ASSIGNMENT
Without omitting anything, copy every entry word for word.

TASK INPUT
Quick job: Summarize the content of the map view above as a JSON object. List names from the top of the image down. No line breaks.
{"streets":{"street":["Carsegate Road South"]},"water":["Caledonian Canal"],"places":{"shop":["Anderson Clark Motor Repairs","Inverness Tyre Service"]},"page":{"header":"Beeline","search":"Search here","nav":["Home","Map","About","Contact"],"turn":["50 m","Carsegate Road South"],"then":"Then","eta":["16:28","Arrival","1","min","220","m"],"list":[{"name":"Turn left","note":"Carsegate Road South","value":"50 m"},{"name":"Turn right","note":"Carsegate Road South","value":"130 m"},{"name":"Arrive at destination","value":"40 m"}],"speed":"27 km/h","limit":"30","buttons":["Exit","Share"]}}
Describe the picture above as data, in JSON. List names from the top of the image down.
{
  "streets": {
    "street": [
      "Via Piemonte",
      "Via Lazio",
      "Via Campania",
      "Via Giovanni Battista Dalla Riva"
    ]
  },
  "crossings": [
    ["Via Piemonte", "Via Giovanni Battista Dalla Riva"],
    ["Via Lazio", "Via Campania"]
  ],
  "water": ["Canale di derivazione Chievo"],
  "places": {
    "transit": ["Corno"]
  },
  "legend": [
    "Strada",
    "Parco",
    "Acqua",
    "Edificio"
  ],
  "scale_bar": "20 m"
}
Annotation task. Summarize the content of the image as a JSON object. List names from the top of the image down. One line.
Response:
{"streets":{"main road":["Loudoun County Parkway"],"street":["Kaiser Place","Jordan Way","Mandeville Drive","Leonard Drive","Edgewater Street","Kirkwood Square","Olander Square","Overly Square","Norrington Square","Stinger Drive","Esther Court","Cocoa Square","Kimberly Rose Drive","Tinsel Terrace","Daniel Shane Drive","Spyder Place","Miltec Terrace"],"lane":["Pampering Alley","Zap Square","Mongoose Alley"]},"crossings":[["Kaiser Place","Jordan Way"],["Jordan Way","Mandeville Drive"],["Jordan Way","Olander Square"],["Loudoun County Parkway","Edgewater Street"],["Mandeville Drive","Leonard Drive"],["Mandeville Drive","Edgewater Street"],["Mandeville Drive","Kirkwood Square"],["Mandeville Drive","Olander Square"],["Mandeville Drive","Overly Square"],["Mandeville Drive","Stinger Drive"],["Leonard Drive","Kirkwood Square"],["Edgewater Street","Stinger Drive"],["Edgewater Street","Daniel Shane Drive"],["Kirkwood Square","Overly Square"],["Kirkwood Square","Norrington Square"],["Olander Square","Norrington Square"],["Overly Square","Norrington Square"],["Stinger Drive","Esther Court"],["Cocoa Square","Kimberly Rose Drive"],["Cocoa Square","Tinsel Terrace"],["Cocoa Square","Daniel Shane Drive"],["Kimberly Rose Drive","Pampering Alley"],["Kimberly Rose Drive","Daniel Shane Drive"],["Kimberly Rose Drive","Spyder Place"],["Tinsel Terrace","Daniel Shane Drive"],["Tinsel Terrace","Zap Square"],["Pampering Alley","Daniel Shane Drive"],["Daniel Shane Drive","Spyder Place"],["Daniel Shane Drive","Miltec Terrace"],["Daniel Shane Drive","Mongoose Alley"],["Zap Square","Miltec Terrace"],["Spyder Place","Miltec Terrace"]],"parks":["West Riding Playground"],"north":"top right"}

RESPONSE TO THE TASK
Quick job: Summarize the content of the map view above as a JSON object. List names from the top of the image down. No line breaks.
{"streets":{"street":["Carsegate Road South"]},"water":["Caledonian Canal"],"places":{"shop":["Anderson Clark Motor Repairs","Inverness Tyre Service"]},"page":{"header":"Beeline","search":"Search here","nav":["Home","Map","About","Contact"],"turn":["50 m","Carsegate Road South"],"then":"Then","eta":["16:28","Arrival","1","min","220","m"],"list":[{"name":"Turn left","note":"Carsegate Road South","value":"50 m"},{"name":"Turn right","note":"Carsegate Road South","value":"130 m"},{"name":"Arrive at destination","value":"40 m"}],"speed":"27 km/h","limit":"30","buttons":["Exit","Share"]}}
Describe the picture above as data, in JSON. List names from the top of the image down.
{
  "streets": {
    "street": [
      "Via Piemonte",
      "Via Lazio",
      "Via Campania",
      "Via Giovanni Battista Dalla Riva"
    ]
  },
  "crossings": [
    ["Via Piemonte", "Via Giovanni Battista Dalla Riva"],
    ["Via Lazio", "Via Campania"]
  ],
  "water": ["Canale di derivazione Chievo"],
  "places": {
    "transit": ["Corno"]
  },
  "legend": [
    "Strada",
    "Parco",
    "Acqua",
    "Edificio"
  ],
  "scale_bar": "20 m"
}
Annotation task. Summarize the content of the image as a JSON object. List names from the top of the image down. One line.
Response:
{"streets":{"main road":["Loudoun County Parkway"],"street":["Kaiser Place","Jordan Way","Mandeville Drive","Leonard Drive","Edgewater Street","Kirkwood Square","Olander Square","Overly Square","Norrington Square","Stinger Drive","Esther Court","Cocoa Square","Kimberly Rose Drive","Tinsel Terrace","Daniel Shane Drive","Spyder Place","Miltec Terrace"],"lane":["Pampering Alley","Zap Square","Mongoose Alley"]},"crossings":[["Kaiser Place","Jordan Way"],["Jordan Way","Mandeville Drive"],["Jordan Way","Olander Square"],["Loudoun County Parkway","Edgewater Street"],["Mandeville Drive","Leonard Drive"],["Mandeville Drive","Edgewater Street"],["Mandeville Drive","Kirkwood Square"],["Mandeville Drive","Olander Square"],["Mandeville Drive","Overly Square"],["Mandeville Drive","Stinger Drive"],["Leonard Drive","Kirkwood Square"],["Edgewater Street","Stinger Drive"],["Edgewater Street","Daniel Shane Drive"],["Kirkwood Square","Overly Square"],["Kirkwood Square","Norrington Square"],["Olander Square","Norrington Square"],["Overly Square","Norrington Square"],["Stinger Drive","Esther Court"],["Cocoa Square","Kimberly Rose Drive"],["Cocoa Square","Tinsel Terrace"],["Cocoa Square","Daniel Shane Drive"],["Kimberly Rose Drive","Pampering Alley"],["Kimberly Rose Drive","Daniel Shane Drive"],["Kimberly Rose Drive","Spyder Place"],["Tinsel Terrace","Daniel Shane Drive"],["Tinsel Terrace","Zap Square"],["Pampering Alley","Daniel Shane Drive"],["Daniel Shane Drive","Spyder Place"],["Daniel Shane Drive","Miltec Terrace"],["Daniel Shane Drive","Mongoose Alley"],["Zap Square","Miltec Terrace"],["Spyder Place","Miltec Terrace"]],"parks":["West Riding Playground"],"north":"top right"}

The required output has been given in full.